A man of 80 kg attempts to jump from the small boat of mass 40 kg on to the shore. He can generate a relative velocity of 6 m/s between him and boat. His velocity towards shore is

To solve the problem step by step, we will use the principle of conservation of momentum and the concept of relative velocity. ### Step-by-Step Solution: 1. **Identify the Given Data:** - Mass of the man, \( m_m = 80 \, \text{kg} \) - Mass of the boat, \( m_b = 40 \, \text{kg} \) - Relative velocity of the man with respect to the boat, \( V_{mb} = 6 \, \text{m/s} \) 2. **Define the Variables:** - Let \( V_m \) be the velocity of the man towards the shore. - Let \( V_b \) be the velocity of the boat in the opposite direction (away from the shore). 3. **Use the Relative Velocity Equation:** The relative velocity of the man with respect to the boat is given by: \[ V_{mb} = V_m - V_b \] Rearranging this gives: \[ V_m = V_{mb} + V_b \] 4. **Apply Conservation of Momentum:** Since there are no external forces acting on the system, the total momentum before and after the jump must be conserved.
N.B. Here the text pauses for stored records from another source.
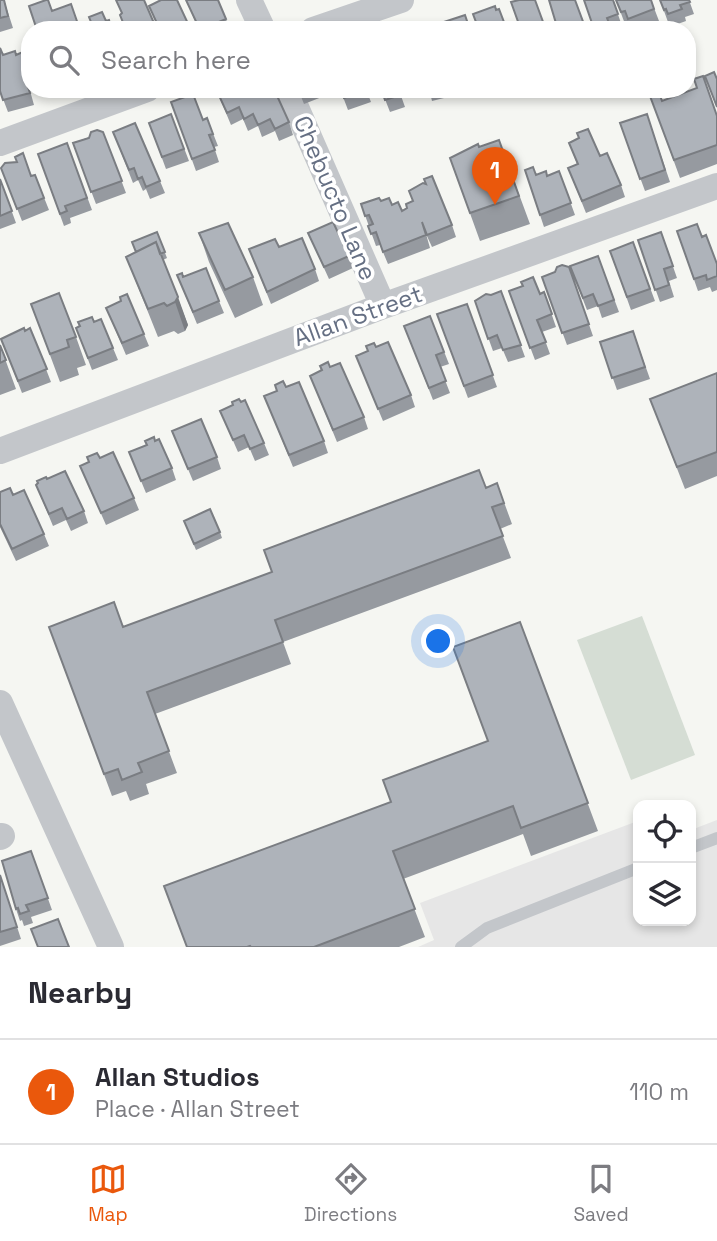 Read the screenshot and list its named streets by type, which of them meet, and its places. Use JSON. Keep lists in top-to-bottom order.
{
  "streets": {
    "street": ["Chebucto Lane", "Allan Street"]
  },
  "crossings": [
    ["Chebucto Lane", "Allan Street"]
  ],
  "page": {
    "search": "Search here",
    "pins": "1",
    "heading": "Nearby",
    "list": [
      {
        "mark": "1",
        "name": "Allan Studios",
        "note": "Place · Allan Street",
        "value": "110 m"
      }
    ],
    "nav": ["Map", "Directions", "Saved"]
  }
} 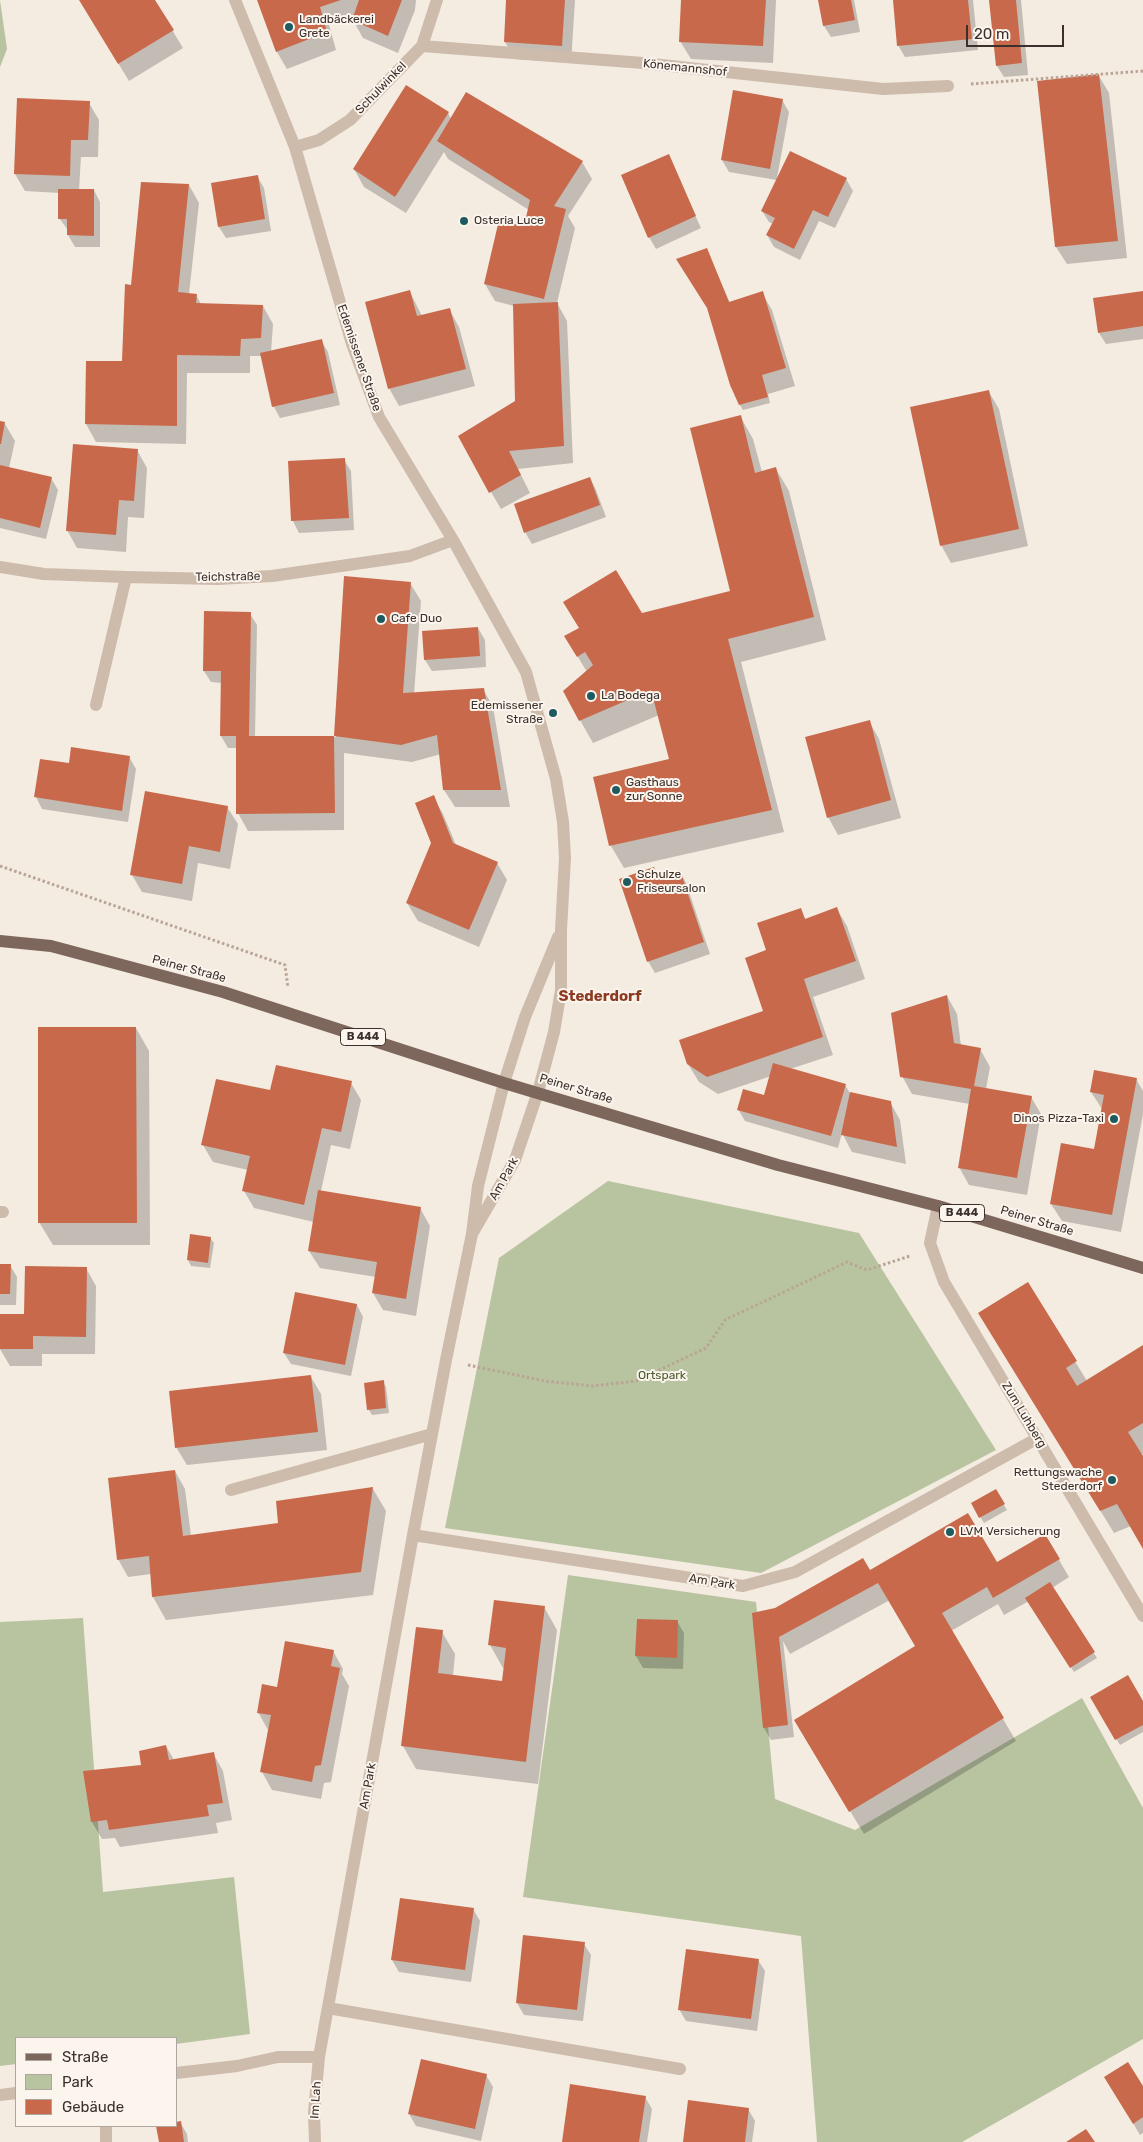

Initially, both the man and the boat are at rest, so the initial momentum is zero: \[ 0 = m_m V_m + m_b (-V_b) \] Here, we take the velocity of the boat as negative because it moves in the opposite direction to the man. 5. **Substituting Values:** Rearranging the momentum equation gives: \[ m_m V_m = m_b V_b \] Substituting the masses: \[ 80 V_m = 40 (-V_b) \] Simplifying this gives: \[ 2 V_m = -V_b \quad \text{(1)} \] 6. **Substituting into the Relative Velocity Equation:** From equation (1), we can express \( V_b \) in terms of \( V_m \): \[ V_b = -2 V_m \] Now substitute this into the relative velocity equation: \[ V_m = 6 + (-2 V_m) \] Rearranging gives: \[ V_m + 2 V_m = 6 \] \[ 3 V_m = 6 \] Therefore: \[ V_m = \frac{6}{3} = 2 \, \text{m/s} \] 7. **Conclusion:** The velocity of the man towards the shore is \( V_m = 2 \, \text{m/s} \). ### Final Answer: The velocity of the man towards the shore is **2 m/s**.